There was this one boy when I was small. Luther Croix, he wouldn’t pay anyone no mind. He was just angry from when he got born until the day he died. I was only five or six but he’d come around when his mama made him and offer to split wood for a quarter. Only you hire him to split your wood, he like as not split it all uneven, or he’d leave when it was half done and your quarter in his pocket.
Fact, the day he went to the cave it was over something like that. He run off with someone’s quarter before he done the job, and then the lady come around to his house and gave Luther’s mama a time of it. So she come down on Luther, tell him get out and stay gone rest of the day. So you can guess he was about fit to be tied.
He went on down the path to the cave. Folks saw him go, they said he was muttering and cursing and kicking at the ground. He didn’t come home the next day or the next and then his mama started to worry. She went down the path where they said he went and then after a while you could hear her screamin’. You could hear her all over town, screaming like someone pulled her heart out. Because her boy Luther was hanging from at tree growed at the top of the cave, dangling down in front of that cold black hole. He’d been dead a long time, and everyone said the faeries kept up their wailing while he swung there in the wind.
Banished kept away from there after that, sure enough.

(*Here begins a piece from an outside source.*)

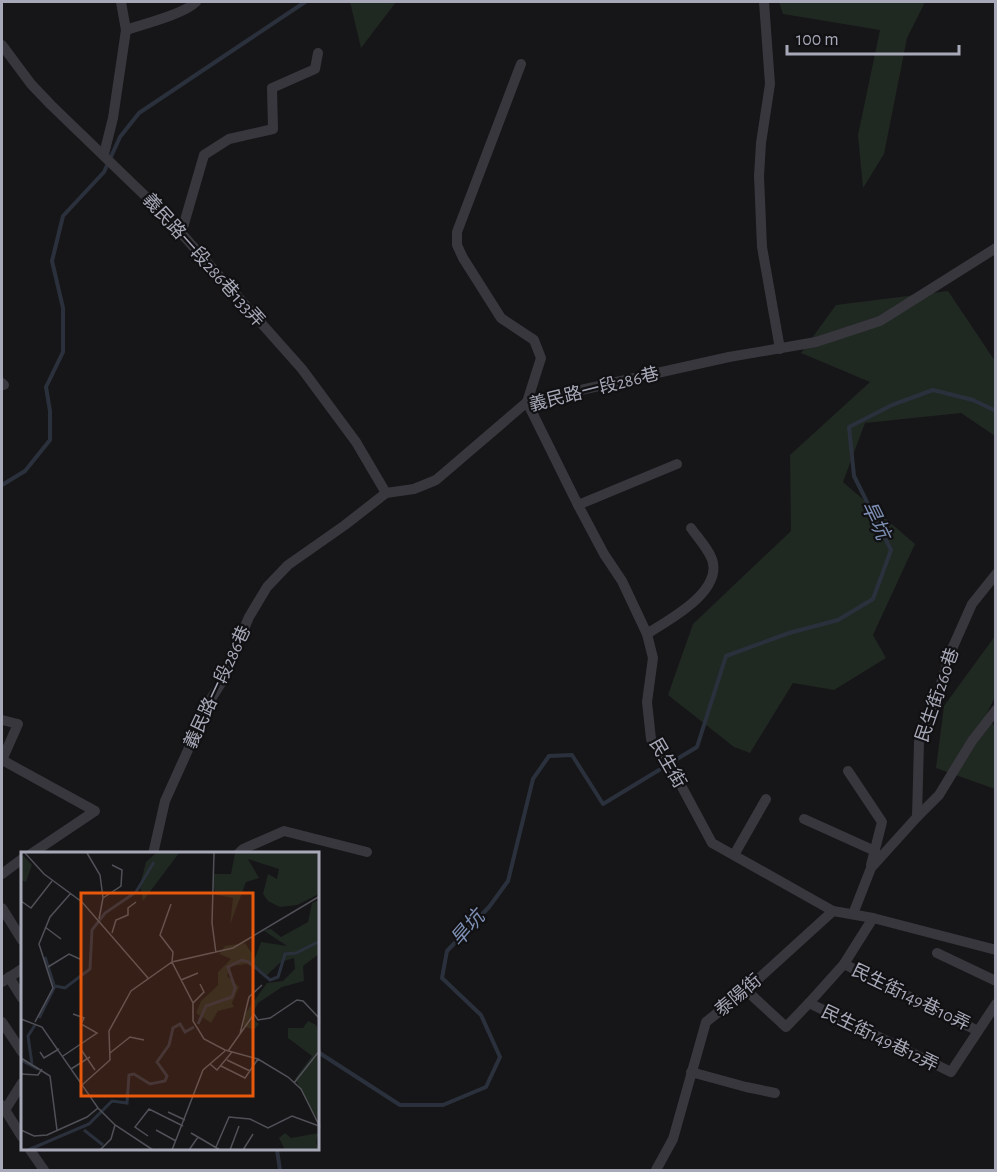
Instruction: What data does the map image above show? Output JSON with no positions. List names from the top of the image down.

Now and then some child goes down by the cave but they hear Luther carrying on along with the rest of ‘em. They say he’s got that voice of a grown man now, breakin’ up into a child’s now and then. He’s stuck like that, half growed and still angry, until the end of time.
Synopsis (Product Description):
There isn’t much worth living for in Gypsum, Missouri—or Trashtown, as the rich kids call the run-down neighborhood where sixteen-year-old Hailey Tarbell lives. Hailey figures she’ll never belong—not with the popular kids at school, not with the rejects, not even with her cruel, sickly grandmother, who deals drugs out of their basement. Hailey never knew her dead mother, and she has no idea who her father was, but at least she has her four-year-old foster brother, Chub. Once she turns eighteen, Hailey plans to take Chub far from Gypsum and start a new life where no one can find them.
But when a classmate is injured in gym class, Hailey discovers a gift for healing that she never knew she possessed—and that she cannot ignore. Not only can she heal, she can bring the dying back to life. Confused by her powers, Hailey searches for answers but finds only more questions, until a mysterious visitor shows up at Gram’s house, claiming to be Hailey’s aunt Prairie.
There are people who will stop at nothing to keep Hailey in Trashtown, living out a legacy of despair and suffering. But when Prairie saves both Hailey and Chub from armed attackers who invade Gram’s house in the middle of the night, Hailey must decide where to place her trust. Will Prairie’s past, and the long-buried secret that caused her to leave Gypsum years earlier, ruin them all? Because as Hailey will soon find out, their power to heal is just the beginning.
This gripping novel from thriller writer Sophie Littlefield blazes a trail from small-town Missouri to the big city as Hailey battles an evil greater than she ever imagined, while discovering strengths she never knew she had.